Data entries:
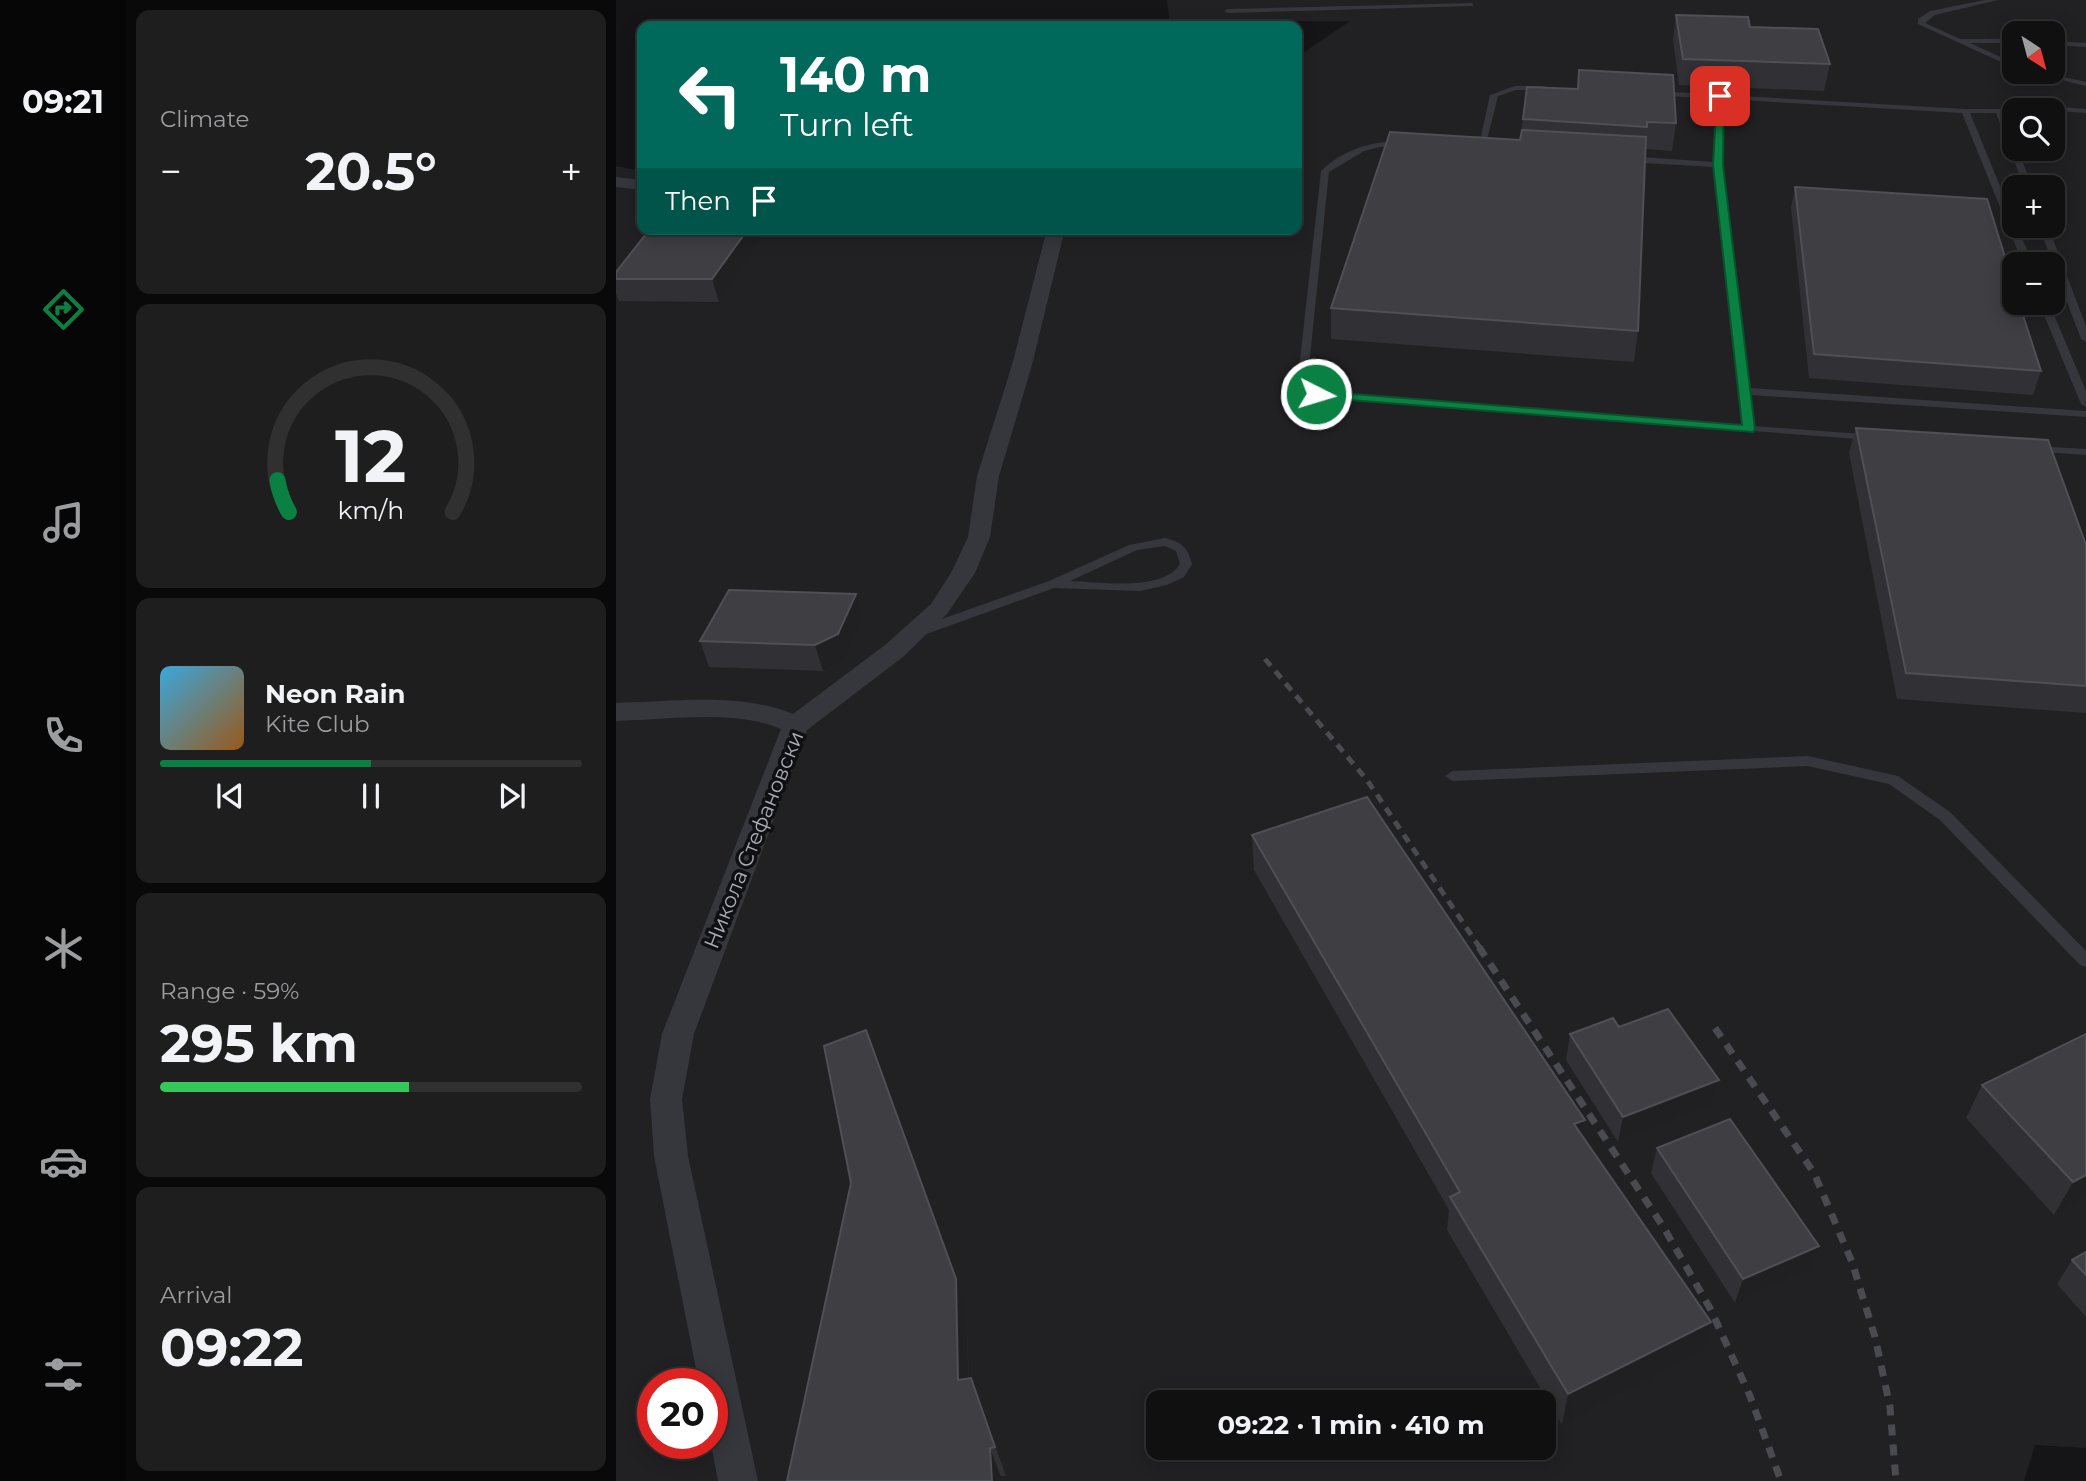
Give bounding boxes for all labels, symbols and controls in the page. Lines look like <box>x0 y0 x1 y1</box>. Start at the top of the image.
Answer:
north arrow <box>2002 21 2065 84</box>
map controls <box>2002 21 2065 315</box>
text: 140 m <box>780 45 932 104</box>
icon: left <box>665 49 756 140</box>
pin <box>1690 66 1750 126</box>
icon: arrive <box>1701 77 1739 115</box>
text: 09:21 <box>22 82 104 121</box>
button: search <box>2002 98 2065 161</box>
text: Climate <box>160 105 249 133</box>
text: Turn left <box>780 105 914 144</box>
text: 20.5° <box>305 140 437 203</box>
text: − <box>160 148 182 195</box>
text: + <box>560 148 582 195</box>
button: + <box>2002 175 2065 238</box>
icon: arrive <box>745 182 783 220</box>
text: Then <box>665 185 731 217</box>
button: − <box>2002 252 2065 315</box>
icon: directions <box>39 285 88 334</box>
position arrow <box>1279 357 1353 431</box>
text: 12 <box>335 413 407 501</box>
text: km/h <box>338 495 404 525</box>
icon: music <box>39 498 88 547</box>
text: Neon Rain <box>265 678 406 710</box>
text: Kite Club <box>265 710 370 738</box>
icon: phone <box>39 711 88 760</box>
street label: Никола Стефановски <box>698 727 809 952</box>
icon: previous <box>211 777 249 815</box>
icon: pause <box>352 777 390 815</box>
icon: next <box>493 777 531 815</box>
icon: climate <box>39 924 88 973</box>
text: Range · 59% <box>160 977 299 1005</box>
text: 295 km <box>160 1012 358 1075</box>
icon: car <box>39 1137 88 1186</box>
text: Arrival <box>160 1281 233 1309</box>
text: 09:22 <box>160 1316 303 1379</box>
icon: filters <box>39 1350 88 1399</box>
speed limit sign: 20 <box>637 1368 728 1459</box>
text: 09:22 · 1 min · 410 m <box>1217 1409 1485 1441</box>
...
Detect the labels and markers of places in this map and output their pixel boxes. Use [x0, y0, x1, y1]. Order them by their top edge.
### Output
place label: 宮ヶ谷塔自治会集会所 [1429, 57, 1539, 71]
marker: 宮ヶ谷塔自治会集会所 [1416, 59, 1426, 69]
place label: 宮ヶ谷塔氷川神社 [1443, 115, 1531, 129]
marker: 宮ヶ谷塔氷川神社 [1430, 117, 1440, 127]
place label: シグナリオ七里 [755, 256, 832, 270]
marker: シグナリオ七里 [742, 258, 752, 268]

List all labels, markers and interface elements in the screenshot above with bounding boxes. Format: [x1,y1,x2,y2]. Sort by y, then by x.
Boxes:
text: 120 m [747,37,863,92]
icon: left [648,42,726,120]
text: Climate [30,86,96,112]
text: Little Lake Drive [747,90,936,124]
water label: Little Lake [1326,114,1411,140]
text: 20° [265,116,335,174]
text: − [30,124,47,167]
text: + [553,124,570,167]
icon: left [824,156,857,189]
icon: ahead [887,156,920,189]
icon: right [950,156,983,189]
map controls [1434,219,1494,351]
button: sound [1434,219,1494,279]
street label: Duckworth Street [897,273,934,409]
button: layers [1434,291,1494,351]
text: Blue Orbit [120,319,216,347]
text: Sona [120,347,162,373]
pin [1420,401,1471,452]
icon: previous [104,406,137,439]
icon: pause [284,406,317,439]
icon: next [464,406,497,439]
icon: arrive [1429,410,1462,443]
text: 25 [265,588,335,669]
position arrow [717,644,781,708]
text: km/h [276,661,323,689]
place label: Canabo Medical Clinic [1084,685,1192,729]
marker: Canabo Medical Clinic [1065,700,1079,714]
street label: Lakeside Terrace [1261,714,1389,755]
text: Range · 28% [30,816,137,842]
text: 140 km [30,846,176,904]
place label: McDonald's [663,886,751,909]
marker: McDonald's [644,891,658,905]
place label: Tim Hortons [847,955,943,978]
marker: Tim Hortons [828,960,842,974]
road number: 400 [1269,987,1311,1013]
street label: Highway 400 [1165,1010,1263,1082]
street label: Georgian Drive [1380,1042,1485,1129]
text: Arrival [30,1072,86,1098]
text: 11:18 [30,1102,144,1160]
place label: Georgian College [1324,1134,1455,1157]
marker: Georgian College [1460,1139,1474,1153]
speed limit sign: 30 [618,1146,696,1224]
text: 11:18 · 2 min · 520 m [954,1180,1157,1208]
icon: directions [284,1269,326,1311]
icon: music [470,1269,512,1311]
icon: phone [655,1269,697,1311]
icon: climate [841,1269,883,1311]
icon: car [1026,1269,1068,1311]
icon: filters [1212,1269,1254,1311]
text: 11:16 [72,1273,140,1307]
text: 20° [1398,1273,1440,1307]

TASK OBJECTIVE: Across the entries, each line containing the word "Medical" is to be counted once; the total alone is to be given.

SOLVED EXERCISE: 2